Id. at 377 (internal citations omitted).

Here, the outcome of Grimes's case depended on the jury's assessment of the credibility of the child victim and Grimes. The proof of the other crimes, wrongs, or acts "more probably than not, made it easier for the jury to disbelieve [Grimes]" and "freed the jury to conclude more comfortably that [Grimes] had sexually abused [the victim]." See id. The trial court's error in admitting the proof of these incidents "undermined the fairness of the trial" and "'more probably than not' affected the jury's assessment of the credibility of the witnesses, which was the pivotal issue." See Clark, 452 S.W.3d at 290 (citing Rodriguez, 254 S.W.3d at 377). Accordingly, I would have concluded that the admission of the evidence regarding these other crimes, wrongs, or acts from Milan was not harmless because it more likely than not affected the jury's verdict at trial.
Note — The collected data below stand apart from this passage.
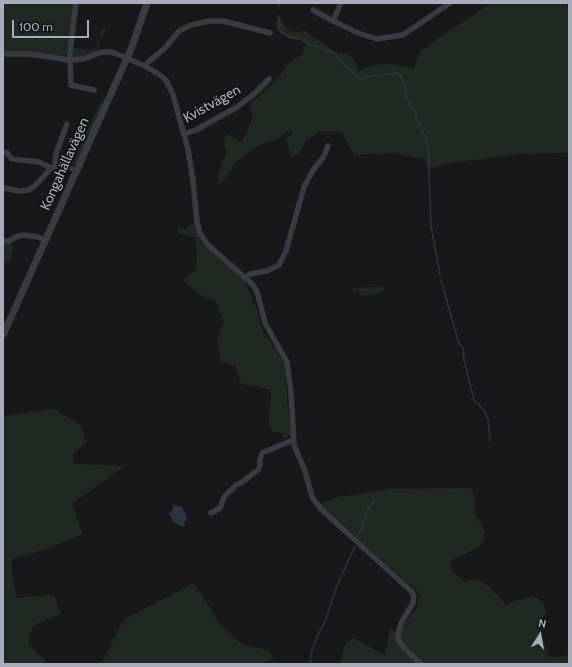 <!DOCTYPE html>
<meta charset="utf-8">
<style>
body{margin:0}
#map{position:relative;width:572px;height:667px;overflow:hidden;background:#18181a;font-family:Cabin,sans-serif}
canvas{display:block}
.frame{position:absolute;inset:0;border:4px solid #a9acbb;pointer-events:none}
.north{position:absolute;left:520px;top:615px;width:40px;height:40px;-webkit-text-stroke:3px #131315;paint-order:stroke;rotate:11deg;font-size:11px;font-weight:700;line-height:16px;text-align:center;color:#a9acbb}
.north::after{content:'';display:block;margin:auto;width:14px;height:18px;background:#a9acbb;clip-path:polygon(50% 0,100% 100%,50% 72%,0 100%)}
.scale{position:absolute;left:12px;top:20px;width:77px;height:18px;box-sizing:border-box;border:2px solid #a9acbb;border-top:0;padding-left:5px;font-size:12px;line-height:14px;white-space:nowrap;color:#a9acbb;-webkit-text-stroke:3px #131315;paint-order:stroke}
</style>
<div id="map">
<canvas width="572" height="667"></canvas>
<div class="frame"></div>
<div class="north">N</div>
<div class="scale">100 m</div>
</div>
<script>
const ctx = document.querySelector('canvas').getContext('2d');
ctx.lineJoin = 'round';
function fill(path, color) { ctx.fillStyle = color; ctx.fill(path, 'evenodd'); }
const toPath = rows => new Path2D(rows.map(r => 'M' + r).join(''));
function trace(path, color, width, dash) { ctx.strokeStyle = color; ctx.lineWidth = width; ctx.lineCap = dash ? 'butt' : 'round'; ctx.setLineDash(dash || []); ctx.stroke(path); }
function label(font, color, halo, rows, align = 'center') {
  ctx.font = font + ' Cabin,sans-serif'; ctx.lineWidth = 4; ctx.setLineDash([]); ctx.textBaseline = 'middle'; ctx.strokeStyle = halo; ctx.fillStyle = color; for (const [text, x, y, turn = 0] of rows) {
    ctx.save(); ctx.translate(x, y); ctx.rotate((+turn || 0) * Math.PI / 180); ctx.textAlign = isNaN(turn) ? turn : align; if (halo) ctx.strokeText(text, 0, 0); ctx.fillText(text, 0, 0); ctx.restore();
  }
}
fill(toPath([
 [3,3,74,3,69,49,64,57,3,53],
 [491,3,567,3,569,21,569,153,518,154,443,164,435,168,427,166,425,159,406,156,394,153,354,155,342,133,333,131,319,131,307,140,300,152,292,158,287,143,287,138,293,133,291,131,285,132,281,137,275,140,268,141,253,149,245,156,237,162,220,185,218,184,219,173,223,160,227,152,223,144,225,141,225,135,229,135,242,142,251,123,253,113,248,106,279,77,288,63,301,56,306,45,299,39,290,39,281,33,275,25,277,20,282,19,286,28,295,32,305,31,338,54,346,53,353,58,359,71,372,66,387,64,414,68,420,52,444,34],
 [102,29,106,29,104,35,100,39,99,45,96,52,82,58,73,58,72,55,73,48,92,50,96,47],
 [105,98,79,159,76,164,72,164,99,105],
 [194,222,200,241,244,280,256,307,263,332,278,352,285,365,287,399,291,435,284,439,281,432,272,432,268,422,270,408,271,390,260,387,241,384,235,365,221,363,217,337,224,322,215,300,204,298,183,281,189,274,195,271,197,261,196,238,177,233,178,229,186,229],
 [3,238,13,246,11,261,3,264],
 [383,287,384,291,373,295,360,295,360,291,353,291,353,288],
 [53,409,80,424,87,442,73,454,75,464,125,466,72,504,83,534,49,548,11,560,16,598,54,595,61,614,33,626,28,644,49,664,3,664,3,416],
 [471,488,476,501,474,511,485,531,485,537,480,546,475,549,452,560,450,566,453,572,465,582,474,579,483,581,506,604,532,596,539,599,544,604,546,613,540,624,542,638,549,656,557,657,569,655,569,664,340,664,345,645,353,638,385,655,390,627,396,633,401,634,403,625,417,608,425,606,417,607,419,597,417,591,319,504,334,498,390,489],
 [194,583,220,624,242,644,267,650,274,658,262,664,101,664,124,619]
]), '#1f2922');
fill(toPath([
 [174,505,182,507,186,515,187,520,184,522,185,525,184,527,173,522,171,516,169,516,169,513,172,512,172,509]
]), '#2c3440');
trace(toPath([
 [279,6,279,3],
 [279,16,279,29,282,33,291,37,302,40,311,45,321,47,324,50,335,53,338,59,360,79,367,77,399,73,405,86,407,97,410,105,415,110,416,117,428,143,431,226,440,274],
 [441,280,459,344,463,348,464,360,474,400,484,410,488,419,490,442],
 [358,537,368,510,374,501],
 [310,664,311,654,316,639,325,621,337,586,355,546]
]), '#2c3440', 1.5);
trace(toPath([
 [341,3,333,21,358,33,377,39,403,35,450,3],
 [313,10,333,21],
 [3,54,29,54,69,60,83,59,102,52,112,52,145,66,160,75,166,80,173,95,188,149,193,181,197,222,200,233,207,244,250,282,255,288,258,295,265,323,287,362,291,392,294,445,305,471,312,497,321,509,412,592,414,597,413,603,401,623,398,635,398,640,405,649,421,664],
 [69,60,76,3],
 [70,60,71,85,94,90],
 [145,66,148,62,164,49,179,31,191,25,209,21,223,21,270,33],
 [184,134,196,130,237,107,254,94,269,79],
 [3,152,7,153,12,159,39,162,51,168],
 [56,166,55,159,57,151,67,124],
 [3,188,19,191,28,190,35,186,51,168,56,166,64,166,76,170],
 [3,241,9,241,18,236,24,235,38,237,45,240],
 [245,278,250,274,267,271,279,265,286,251,304,187,313,170,324,156,328,146],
 [211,513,220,508,224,497,236,485,241,483,258,470,260,465,260,460,262,453,293,440]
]), '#3a3b42', 5.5);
trace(toPath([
 [3,335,131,49,147,3]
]), '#3a3b42', 7);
label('14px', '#a9acbb', '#131315', [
 ["Kvistvägen",212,104,-29],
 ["Kongahällavägen",65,164,-66]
]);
</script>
Finally, Tennessee courts have often concluded that the admission of a defendant's uncharged sexual acts was so unfairly prejudicial to the defendant that it required a new trial. See Montgomery, 350 S.W.3d at 586-87 (concluding that trial court's error in admitting uncharged sexual conduct between the defendant and the victim was not harmless because the evidence, which indicated that the defendant had abused the victim multiple times outside the period of the indictment, had a "severely prejudicial effect at trial"); State v. Woodcock, 922 S.W.2d 904, 912 (Tenn. Crim. App. 1995) (holding that admission of the defendant's uncharged sexual misconduct, which was unrelated to the offenses charged in the indictment and was "highly prejudicial, " was not harmless because "the State referred to the evidence of uncharged sexual misconduct so ostentatiously and so frequently that it overwhelmed the victim's succinct, matter-of-fact testimony about the incidents which form the basis for the counts in the indictment"); State v. Jeff Carter, No. M2009-02399-CCA-R3-CD, 2010 WL 5343212, at *15 (Tenn. Crim. App. Dec. 16, 2010) (concluding that admission of evidence regarding the defendant's unindicted sexual acts was not harmless in light of the fact that there was no physical evidence and no witness corroboration as to the charged offenses, the victim recanted her allegations four days after making them, and the victim's accusations against the defendant did not reemerge until nine years later when her mother considered filing for divorce from the defendant). Accordingly, because the record establishes the requirements for plain error relief, see State v. Bledsoe, 226 S.W.3d 349, 354 (Tenn. 2007) (quoting United States v. Olano, 507 U.S. 725, 736 (1993)), I would reverse Grimes's conviction for aggravated sexual battery and remand the case for a new trial.